When the film begins, Kidman’s character Erin Bell is a wrecked woman, someone so repulsive to look at you have to turn away the moment she starts walking towards you. Part of that is the distinctive look the actress has adopted for the role: makeup and wig that makes her look like she’s slept in the desert in a sleeping bag, chewed on charcoal, and not taken a shower for two weeks — or someone unable to kick a hard core heroin addiction.
None of these things are ever explained. She looks that way just because that’s the way she looks. But a more impressive part of this transformation is the internal work done by Kidman herself, clearly far and away one of the finest actors of her generation, or anyone else’s. Kidman has fully absorbed Erin inside her, clearly, as there doesn’t seem to be a point where the character ends and the actress begins.
Kusama has deliberately left much of the plot for the viewer to work out. It’s twisty and complicated, so that each layer peeled back gives us a little more information. This is true up to the film’s final scenes, where Erin’s backstory is finally revealed. We find out things little by little as we watch the wiry, dirty-faced hellion hunt down the bad guys (and one bad girl) one by one. She has nothing to lose, which makes her all the more dangerous. Her slight frame makes her someone everyone underestimates, which also gives her a clear advantage when the blood begins to flow in earnest.
Written by Phil Hay and Matt Manfredi, Destroyer is clearly a showcase for Kidman, who is in nearly every frame of the film, both as her young pretty self in flashbacks and as the hollowed out antihero she becomes.

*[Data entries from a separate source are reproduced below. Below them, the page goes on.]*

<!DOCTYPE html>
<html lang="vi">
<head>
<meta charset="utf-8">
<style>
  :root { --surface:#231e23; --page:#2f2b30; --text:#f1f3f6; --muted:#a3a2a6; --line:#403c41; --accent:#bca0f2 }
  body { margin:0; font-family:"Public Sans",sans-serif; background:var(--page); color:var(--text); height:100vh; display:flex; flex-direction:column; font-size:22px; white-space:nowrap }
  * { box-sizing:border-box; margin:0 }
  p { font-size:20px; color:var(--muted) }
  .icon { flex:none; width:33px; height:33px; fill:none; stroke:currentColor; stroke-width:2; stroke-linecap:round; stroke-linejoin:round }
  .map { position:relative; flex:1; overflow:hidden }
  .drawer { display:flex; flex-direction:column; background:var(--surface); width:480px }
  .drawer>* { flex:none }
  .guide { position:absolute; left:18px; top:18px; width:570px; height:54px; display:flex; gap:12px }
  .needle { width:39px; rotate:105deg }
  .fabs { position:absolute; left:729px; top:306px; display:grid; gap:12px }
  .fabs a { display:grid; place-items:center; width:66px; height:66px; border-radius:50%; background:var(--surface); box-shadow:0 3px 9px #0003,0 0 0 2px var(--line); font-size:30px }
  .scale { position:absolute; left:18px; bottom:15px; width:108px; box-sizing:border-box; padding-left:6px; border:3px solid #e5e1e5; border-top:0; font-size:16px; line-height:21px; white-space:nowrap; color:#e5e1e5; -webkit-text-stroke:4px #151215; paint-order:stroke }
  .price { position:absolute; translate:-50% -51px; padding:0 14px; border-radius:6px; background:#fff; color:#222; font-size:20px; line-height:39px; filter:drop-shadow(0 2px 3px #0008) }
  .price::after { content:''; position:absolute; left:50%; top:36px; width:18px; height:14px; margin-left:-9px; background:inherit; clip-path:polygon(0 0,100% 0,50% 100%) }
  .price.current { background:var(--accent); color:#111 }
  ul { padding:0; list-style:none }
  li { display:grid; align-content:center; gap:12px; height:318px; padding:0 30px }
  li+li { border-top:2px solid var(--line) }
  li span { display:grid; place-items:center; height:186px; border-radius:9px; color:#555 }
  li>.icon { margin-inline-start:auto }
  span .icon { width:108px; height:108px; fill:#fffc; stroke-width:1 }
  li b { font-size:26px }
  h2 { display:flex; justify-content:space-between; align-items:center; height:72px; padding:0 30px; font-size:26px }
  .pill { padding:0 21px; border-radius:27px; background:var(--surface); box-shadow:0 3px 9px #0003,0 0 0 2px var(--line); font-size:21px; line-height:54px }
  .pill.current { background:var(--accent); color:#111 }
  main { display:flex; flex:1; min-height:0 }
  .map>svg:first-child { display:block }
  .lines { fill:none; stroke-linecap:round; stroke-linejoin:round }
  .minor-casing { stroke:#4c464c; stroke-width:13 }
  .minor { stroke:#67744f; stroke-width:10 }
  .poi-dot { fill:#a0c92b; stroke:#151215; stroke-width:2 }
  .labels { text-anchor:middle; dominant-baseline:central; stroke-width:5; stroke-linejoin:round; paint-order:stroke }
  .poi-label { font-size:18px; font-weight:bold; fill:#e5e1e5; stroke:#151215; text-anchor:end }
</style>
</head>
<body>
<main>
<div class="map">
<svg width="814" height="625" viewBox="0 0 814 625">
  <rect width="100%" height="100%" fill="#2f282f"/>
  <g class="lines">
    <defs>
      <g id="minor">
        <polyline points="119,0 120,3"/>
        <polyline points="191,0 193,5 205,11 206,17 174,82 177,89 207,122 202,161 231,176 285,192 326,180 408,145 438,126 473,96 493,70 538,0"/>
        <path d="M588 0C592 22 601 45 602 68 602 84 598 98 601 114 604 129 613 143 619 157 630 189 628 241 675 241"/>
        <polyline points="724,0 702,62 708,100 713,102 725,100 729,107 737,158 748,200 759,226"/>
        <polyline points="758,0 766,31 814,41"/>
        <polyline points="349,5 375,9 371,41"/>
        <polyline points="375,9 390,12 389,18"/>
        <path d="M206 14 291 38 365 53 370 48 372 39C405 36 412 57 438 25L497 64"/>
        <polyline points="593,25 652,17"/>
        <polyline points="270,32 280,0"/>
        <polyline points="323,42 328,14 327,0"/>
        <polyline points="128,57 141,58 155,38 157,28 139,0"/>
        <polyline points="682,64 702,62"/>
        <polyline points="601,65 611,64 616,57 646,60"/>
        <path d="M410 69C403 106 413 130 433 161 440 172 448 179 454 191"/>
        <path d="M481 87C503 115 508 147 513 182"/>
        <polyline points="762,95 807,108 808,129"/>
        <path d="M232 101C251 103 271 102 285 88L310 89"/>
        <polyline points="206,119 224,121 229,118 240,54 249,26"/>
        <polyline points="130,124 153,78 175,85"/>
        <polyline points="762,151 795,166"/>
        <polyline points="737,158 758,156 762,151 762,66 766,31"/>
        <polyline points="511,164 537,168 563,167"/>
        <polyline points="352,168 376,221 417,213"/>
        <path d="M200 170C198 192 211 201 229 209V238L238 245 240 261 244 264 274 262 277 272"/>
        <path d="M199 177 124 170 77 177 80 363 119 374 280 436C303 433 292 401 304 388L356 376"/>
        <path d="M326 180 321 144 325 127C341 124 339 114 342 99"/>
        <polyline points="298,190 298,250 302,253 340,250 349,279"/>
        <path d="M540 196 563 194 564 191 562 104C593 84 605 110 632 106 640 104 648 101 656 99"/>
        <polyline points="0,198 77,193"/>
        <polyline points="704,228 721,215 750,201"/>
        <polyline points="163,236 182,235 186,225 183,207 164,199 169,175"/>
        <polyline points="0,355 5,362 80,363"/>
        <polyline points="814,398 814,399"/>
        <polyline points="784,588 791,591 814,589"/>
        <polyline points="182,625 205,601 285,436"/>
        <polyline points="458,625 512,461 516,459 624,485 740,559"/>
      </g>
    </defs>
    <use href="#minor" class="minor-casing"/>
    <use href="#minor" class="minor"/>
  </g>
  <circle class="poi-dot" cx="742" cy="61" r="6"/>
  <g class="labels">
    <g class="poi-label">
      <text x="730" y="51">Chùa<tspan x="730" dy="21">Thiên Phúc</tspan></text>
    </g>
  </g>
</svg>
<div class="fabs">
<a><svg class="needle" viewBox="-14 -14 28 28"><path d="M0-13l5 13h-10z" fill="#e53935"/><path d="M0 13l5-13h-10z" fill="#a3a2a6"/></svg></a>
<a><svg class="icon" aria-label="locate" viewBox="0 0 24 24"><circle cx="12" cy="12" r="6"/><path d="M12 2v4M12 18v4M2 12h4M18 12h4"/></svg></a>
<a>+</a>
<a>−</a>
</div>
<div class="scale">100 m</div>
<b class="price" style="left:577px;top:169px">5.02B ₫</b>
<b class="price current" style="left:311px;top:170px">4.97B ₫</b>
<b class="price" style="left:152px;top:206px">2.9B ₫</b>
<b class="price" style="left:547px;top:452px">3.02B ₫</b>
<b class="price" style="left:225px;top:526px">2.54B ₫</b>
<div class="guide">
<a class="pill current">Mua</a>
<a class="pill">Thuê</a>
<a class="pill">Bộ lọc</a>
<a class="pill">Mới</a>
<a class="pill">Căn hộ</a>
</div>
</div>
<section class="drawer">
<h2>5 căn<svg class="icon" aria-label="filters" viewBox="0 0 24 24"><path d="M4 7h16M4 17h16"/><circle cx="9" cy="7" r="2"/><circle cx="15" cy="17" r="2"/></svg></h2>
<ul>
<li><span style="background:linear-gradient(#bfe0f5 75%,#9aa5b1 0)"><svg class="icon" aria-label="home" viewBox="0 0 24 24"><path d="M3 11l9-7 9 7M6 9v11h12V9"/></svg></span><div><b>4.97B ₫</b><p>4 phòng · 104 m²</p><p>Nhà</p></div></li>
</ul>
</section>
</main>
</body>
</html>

Kidman’s character is also a mother, and like so many male archetypes in the same situation, she has not been there for her kid. This variation challenges the viewer to examine notions of the inherent roles men and women play when it comes to parenting on screen. Is it more acceptable for a dad to neglect a kid their entire lives? What if a woman does it? Is it more unforgivable? Do we expect women to be there on a level that men never can be? Probably.
The makeup and hair that makes Kidman nearly unrecognizable will be another challenge to viewers who must closely study her ravaged face for the film’s entirety. It breaks one of the rules of popular cinema: don’t mess with the one thing people love about a movie star (although she altered her perfect features in The Hours and won an Oscar for it). Here, she wears a kind of strange gray shag wig and her eyes are smudged with dark charcoal. Her teeth have been blackened. Kusama often films her in tight closeup so we’re forced to confront the change to that face — that beautiful face we know so well. But even without the makeup, this would still be one of the best performances of the year.
Hopefully Kidman will bring more awareness to Kusama’s work. With Girlfight, the underrated Jennifer’s Body, and The Invitation, Kusama is a long-simmering cinematic force who might at last attain prominence under the watchful eye of those who wish to see more women behind the camera. Kusama, like Kidman, is not afraid to taxi to the dark side of human nature and is equally unafraid of hardcore violence. Destroyer is not for the faint of heart.
Is this the best performance of Nicole Kidman’s career? It very well might be. That alone is a reason to see Destroyer. But there are other reasons. Like the film’s crackling action sequences and suspense. Like supporting women filmmakers who need audiences to show up to and affirm their bankability.
But make no doubt about it, Kidman is the real draw here, as her talents are unleashed with unexpected fury to tell an unusual story about an unusual person. A woman whose life choices have haunted to her to the point where she seems to have no life left worth preserving. A woman reduced to grit and sinew and resolved to see justice done at any cost.
Kidman said at the Q&A after the film that she’s just happy to still be working at the age of 51. A restless actor who started out her career a corkscrew-haired redhead from Australia, Kidman is now a formidable master of the craft at the top of her game.